• What this task involves:
If an entry below contains an image, drop the image and retype the rest exactly.

────────

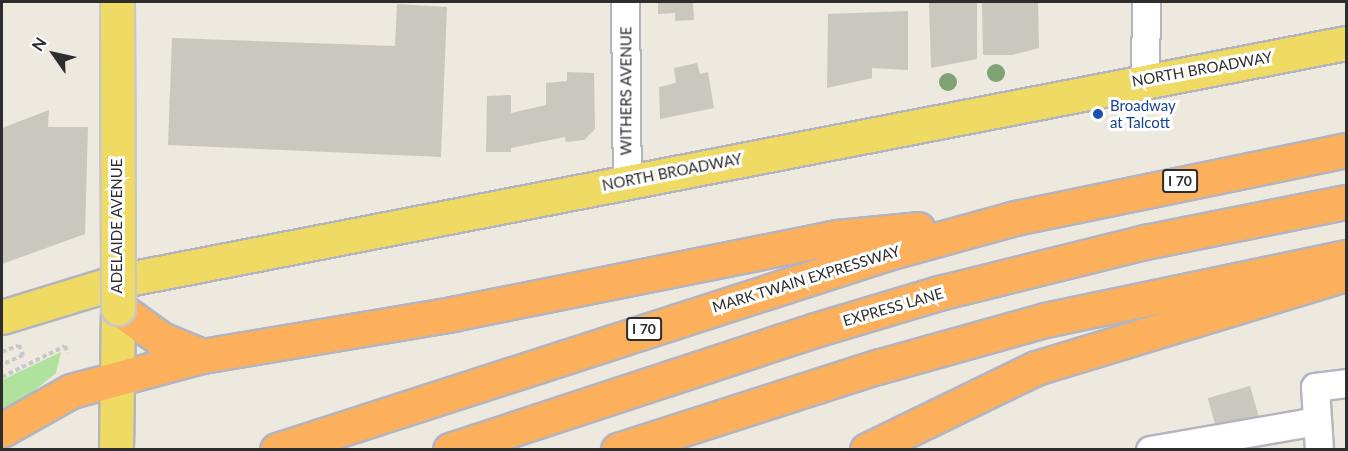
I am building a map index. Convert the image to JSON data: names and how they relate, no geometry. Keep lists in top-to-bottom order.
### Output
{
  "streets": {
    "highway": ["I 70", "MARK TWAIN EXPRESSWAY", "EXPRESS LANE"],
    "main road": ["NORTH BROADWAY", "ADELAIDE AVENUE"],
    "street": ["WITHERS AVENUE"]
  },
  "crossings": [
    ["NORTH BROADWAY", "WITHERS AVENUE"],
    ["NORTH BROADWAY", "ADELAIDE AVENUE"]
  ],
  "places": ["Broadway at Talcott"],
  "north": "top left"
}
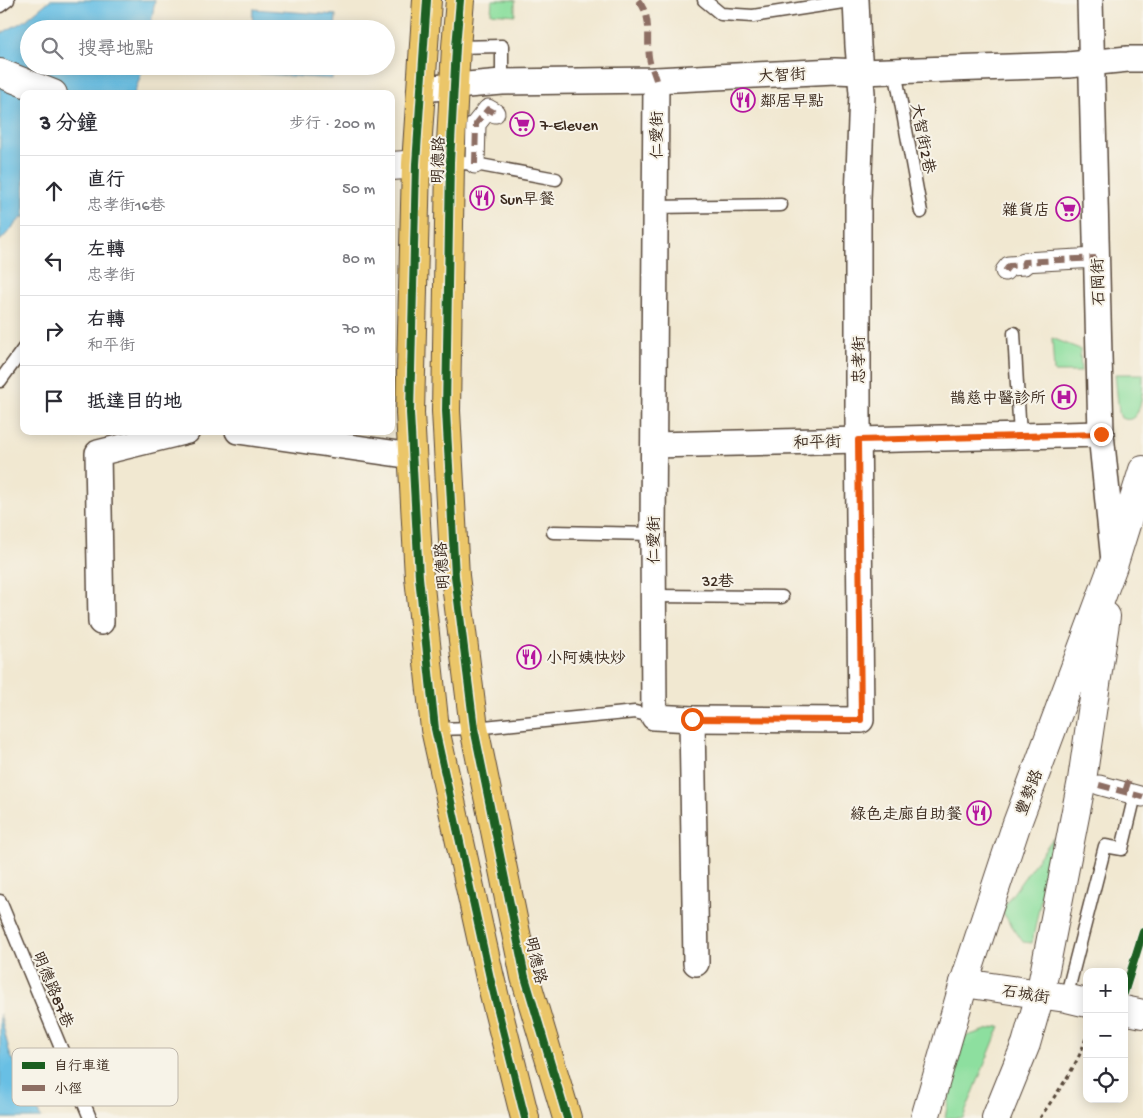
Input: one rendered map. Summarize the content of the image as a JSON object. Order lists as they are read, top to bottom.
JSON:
{
  "streets": {
    "main road": ["明德路"],
    "street": [
      "大智街",
      "仁愛街",
      "石岡街",
      "忠孝街",
      "和平街",
      "豐勢路",
      "石城街"
    ],
    "lane": ["大智街2巷", "32巷", "明德路87巷"]
  },
  "crossings": [
    ["大智街", "仁愛街"],
    ["大智街", "大智街2巷"],
    ["大智街", "明德路"],
    ["大智街", "石岡街"],
    ["大智街", "忠孝街"],
    ["仁愛街", "和平街"],
    ["仁愛街", "32巷"],
    ["石岡街", "和平街"],
    ["石岡街", "豐勢路"],
    ["忠孝街", "和平街"],
    ["豐勢路", "石城街"]
  ],
  "places": {
    "restaurant": [
      "鄰居早點",
      "Sun早餐",
      "小阿姨快炒",
      "綠色走廊自助餐"
    ],
    "supermarket": ["7-Eleven", "雜貨店"],
    "hospital": ["鵲慈中醫診所"]
  },
  "legend": ["自行車道", "小徑"],
  "page": {
    "search": "搜尋地點",
    "heading": ["3 分鐘", "步行 · 200 m"],
    "list": [
      ["直行", "忠孝街16巷", "50 m"],
      ["左轉", "忠孝街", "80 m"],
      ["右轉", "和平街", "70 m"],
      "抵達目的地"
    ],
    "map_buttons": ["+", "−"]
  }
}
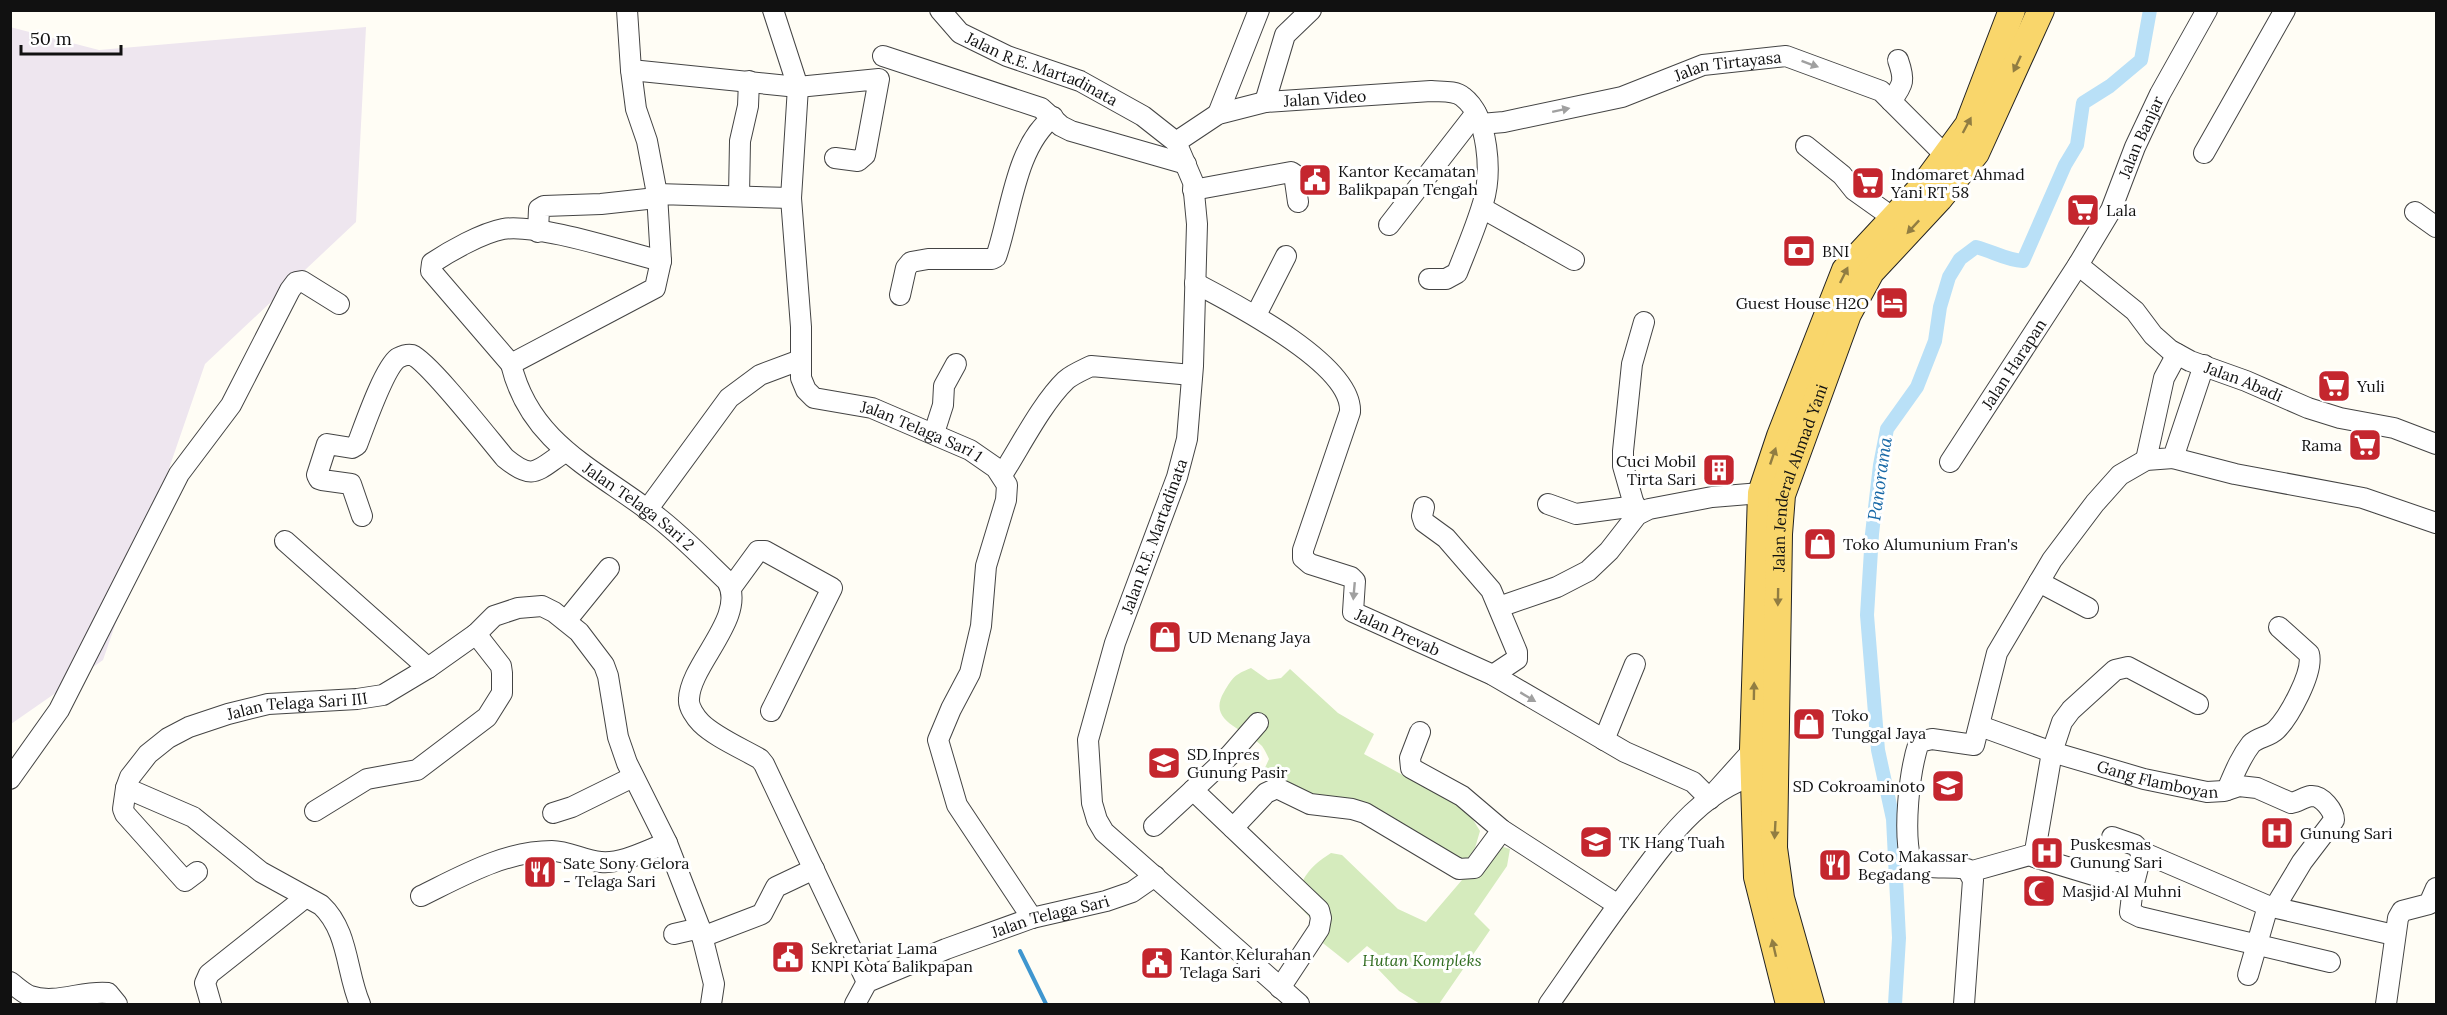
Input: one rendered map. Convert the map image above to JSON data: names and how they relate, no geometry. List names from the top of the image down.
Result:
{
  "streets": {
    "main road": ["Jalan Jenderal Ahmad Yani"],
    "street": [
      "Jalan Tirtayasa",
      "Jalan R.E. Martadinata",
      "Jalan Video",
      "Jalan Banjar",
      "Jalan Harapan",
      "Jalan Abadi",
      "Jalan Telaga Sari 1",
      "Jalan Telaga Sari 2",
      "Jalan Prevab",
      "Jalan Telaga Sari III",
      "Gang Flamboyan",
      "Jalan Telaga Sari"
    ]
  },
  "crossings": [
    ["Jalan Tirtayasa", "Jalan Video"],
    ["Jalan Tirtayasa", "Jalan Jenderal Ahmad Yani"],
    ["Jalan R.E. Martadinata", "Jalan Video"],
    ["Jalan R.E. Martadinata", "Jalan Prevab"],
    ["Jalan R.E. Martadinata", "Jalan Telaga Sari"],
    ["Jalan Banjar", "Jalan Harapan"],
    ["Jalan Banjar", "Jalan Abadi"],
    ["Jalan Harapan", "Jalan Abadi"]
  ],
  "one_way": ["Jalan Tirtayasa", "Jalan Prevab"],
  "water": ["Panorama"],
  "parks": ["Hutan Kompleks"],
  "places": {
    "public building": ["Kantor Kecamatan Balikpapan Tengah", "Sekretariat Lama KNPI Kota Balikpapan", "Kantor Kelurahan Telaga Sari"],
    "supermarket": [
      "Indomaret Ahmad Yani RT 58",
      "Lala",
      "Yuli",
      "Rama"
    ],
    "bank": ["BNI"],
    "hotel": ["Guest House H2O"],
    "building": ["Cuci Mobil Tirta Sari"],
    "shop": ["Toko Alumunium Fran's", "UD Menang Jaya", "Toko Tunggal Jaya"],
    "school or university": ["SD Inpres Gunung Pasir", "SD Cokroaminoto", "TK Hang Tuah"],
    "hospital": ["Gunung Sari", "Puskesmas Gunung Sari"],
    "restaurant": ["Coto Makassar Begadang", "Sate Sony Gelora - Telaga Sari"],
    "mosque": ["Masjid Al Muhni"]
  },
  "scale_bar": "50 m"
}
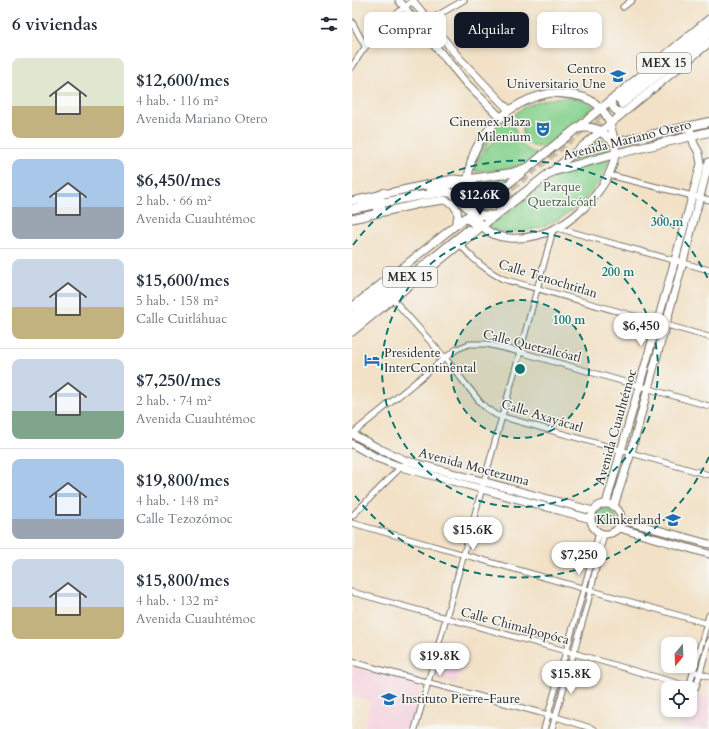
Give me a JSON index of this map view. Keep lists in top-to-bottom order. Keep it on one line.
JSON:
{"streets":{"main road":["MEX 15","Avenida Mariano Otero","Avenida Cuauhtémoc","Avenida Moctezuma"],"street":["Calle Tenochtitlan","Calle Quetzalcóatl","Calle Axayácatl","Calle Chimalpopóca"]},"crossings":[["Avenida Mariano Otero","Avenida Cuauhtémoc"],["Calle Tenochtitlan","Avenida Cuauhtémoc"],["Calle Quetzalcóatl","Calle Axayácatl"],["Calle Quetzalcóatl","Avenida Cuauhtémoc"],["Calle Quetzalcóatl","Avenida Moctezuma"],["Calle Axayácatl","Avenida Cuauhtémoc"],["Avenida Cuauhtémoc","Avenida Moctezuma"]],"parks":["Parque Quetzalcóatl"],"places":{"school or university":["Centro Universitario Une","Klinkerland","Instituto Pierre-Faure"],"theatre":["Cinemex Plaza Milenium"],"hotel":["Presidente InterContinental"]},"north":"bottom","page":{"heading":"6 viviendas","chip":["Comprar","Alquilar","Filtros"],"list":[{"name":"$12,600/mes","note":"4 hab. · 116 m² · Avenida Mariano Otero"},{"name":"$6,450/mes","note":"2 hab. · 66 m² · Avenida Cuauhtémoc"},{"name":"$15,600/mes","note":"5 hab. · 158 m² · Calle Cuitláhuac"},{"name":"$7,250/mes","note":"2 hab. · 74 m² · Avenida Cuauhtémoc"},{"name":"$19,800/mes","note":"4 hab. · 148 m² · Calle Tezozómoc"},{"name":"$15,800/mes","note":"4 hab. · 132 m² · Avenida Cuauhtémoc"}],"price":["$12.6K","$6,450","$15.6K","$7,250","$19.8K","$15.8K"]},"rings":["300 m","200 m","100 m"]}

────────

• Exercise answer:
I am building a map index. Convert the image to JSON data: names and how they relate, no geometry. Keep lists in top-to-bottom order.
### Output
{
  "streets": {
    "highway": ["I 70", "MARK TWAIN EXPRESSWAY", "EXPRESS LANE"],
    "main road": ["NORTH BROADWAY", "ADELAIDE AVENUE"],
    "street": ["WITHERS AVENUE"]
  },
  "crossings": [
    ["NORTH BROADWAY", "WITHERS AVENUE"],
    ["NORTH BROADWAY", "ADELAIDE AVENUE"]
  ],
  "places": ["Broadway at Talcott"],
  "north": "top left"
}
Input: one rendered map. Summarize the content of the image as a JSON object. Order lists as they are read, top to bottom.
JSON:
{
  "streets": {
    "main road": ["明德路"],
    "street": [
      "大智街",
      "仁愛街",
      "石岡街",
      "忠孝街",
      "和平街",
      "豐勢路",
      "石城街"
    ],
    "lane": ["大智街2巷", "32巷", "明德路87巷"]
  },
  "crossings": [
    ["大智街", "仁愛街"],
    ["大智街", "大智街2巷"],
    ["大智街", "明德路"],
    ["大智街", "石岡街"],
    ["大智街", "忠孝街"],
    ["仁愛街", "和平街"],
    ["仁愛街", "32巷"],
    ["石岡街", "和平街"],
    ["石岡街", "豐勢路"],
    ["忠孝街", "和平街"],
    ["豐勢路", "石城街"]
  ],
  "places": {
    "restaurant": [
      "鄰居早點",
      "Sun早餐",
      "小阿姨快炒",
      "綠色走廊自助餐"
    ],
    "supermarket": ["7-Eleven", "雜貨店"],
    "hospital": ["鵲慈中醫診所"]
  },
  "legend": ["自行車道", "小徑"],
  "page": {
    "search": "搜尋地點",
    "heading": ["3 分鐘", "步行 · 200 m"],
    "list": [
      ["直行", "忠孝街16巷", "50 m"],
      ["左轉", "忠孝街", "80 m"],
      ["右轉", "和平街", "70 m"],
      "抵達目的地"
    ],
    "map_buttons": ["+", "−"]
  }
}
Input: one rendered map. Convert the map image above to JSON data: names and how they relate, no geometry. List names from the top of the image down.
Result:
{
  "streets": {
    "main road": ["Jalan Jenderal Ahmad Yani"],
    "street": [
      "Jalan Tirtayasa",
      "Jalan R.E. Martadinata",
      "Jalan Video",
      "Jalan Banjar",
      "Jalan Harapan",
      "Jalan Abadi",
      "Jalan Telaga Sari 1",
      "Jalan Telaga Sari 2",
      "Jalan Prevab",
      "Jalan Telaga Sari III",
      "Gang Flamboyan",
      "Jalan Telaga Sari"
    ]
  },
  "crossings": [
    ["Jalan Tirtayasa", "Jalan Video"],
    ["Jalan Tirtayasa", "Jalan Jenderal Ahmad Yani"],
    ["Jalan R.E. Martadinata", "Jalan Video"],
    ["Jalan R.E. Martadinata", "Jalan Prevab"],
    ["Jalan R.E. Martadinata", "Jalan Telaga Sari"],
    ["Jalan Banjar", "Jalan Harapan"],
    ["Jalan Banjar", "Jalan Abadi"],
    ["Jalan Harapan", "Jalan Abadi"]
  ],
  "one_way": ["Jalan Tirtayasa", "Jalan Prevab"],
  "water": ["Panorama"],
  "parks": ["Hutan Kompleks"],
  "places": {
    "public building": ["Kantor Kecamatan Balikpapan Tengah", "Sekretariat Lama KNPI Kota Balikpapan", "Kantor Kelurahan Telaga Sari"],
    "supermarket": [
      "Indomaret Ahmad Yani RT 58",
      "Lala",
      "Yuli",
      "Rama"
    ],
    "bank": ["BNI"],
    "hotel": ["Guest House H2O"],
    "building": ["Cuci Mobil Tirta Sari"],
    "shop": ["Toko Alumunium Fran's", "UD Menang Jaya", "Toko Tunggal Jaya"],
    "school or university": ["SD Inpres Gunung Pasir", "SD Cokroaminoto", "TK Hang Tuah"],
    "hospital": ["Gunung Sari", "Puskesmas Gunung Sari"],
    "restaurant": ["Coto Makassar Begadang", "Sate Sony Gelora - Telaga Sari"],
    "mosque": ["Masjid Al Muhni"]
  },
  "scale_bar": "50 m"
}
Give me a JSON index of this map view. Keep lists in top-to-bottom order. Keep it on one line.
JSON:
{"streets":{"main road":["MEX 15","Avenida Mariano Otero","Avenida Cuauhtémoc","Avenida Moctezuma"],"street":["Calle Tenochtitlan","Calle Quetzalcóatl","Calle Axayácatl","Calle Chimalpopóca"]},"crossings":[["Avenida Mariano Otero","Avenida Cuauhtémoc"],["Calle Tenochtitlan","Avenida Cuauhtémoc"],["Calle Quetzalcóatl","Calle Axayácatl"],["Calle Quetzalcóatl","Avenida Cuauhtémoc"],["Calle Quetzalcóatl","Avenida Moctezuma"],["Calle Axayácatl","Avenida Cuauhtémoc"],["Avenida Cuauhtémoc","Avenida Moctezuma"]],"parks":["Parque Quetzalcóatl"],"places":{"school or university":["Centro Universitario Une","Klinkerland","Instituto Pierre-Faure"],"theatre":["Cinemex Plaza Milenium"],"hotel":["Presidente InterContinental"]},"north":"bottom","page":{"heading":"6 viviendas","chip":["Comprar","Alquilar","Filtros"],"list":[{"name":"$12,600/mes","note":"4 hab. · 116 m² · Avenida Mariano Otero"},{"name":"$6,450/mes","note":"2 hab. · 66 m² · Avenida Cuauhtémoc"},{"name":"$15,600/mes","note":"5 hab. · 158 m² · Calle Cuitláhuac"},{"name":"$7,250/mes","note":"2 hab. · 74 m² · Avenida Cuauhtémoc"},{"name":"$19,800/mes","note":"4 hab. · 148 m² · Calle Tezozómoc"},{"name":"$15,800/mes","note":"4 hab. · 132 m² · Avenida Cuauhtémoc"}],"price":["$12.6K","$6,450","$15.6K","$7,250","$19.8K","$15.8K"]},"rings":["300 m","200 m","100 m"]}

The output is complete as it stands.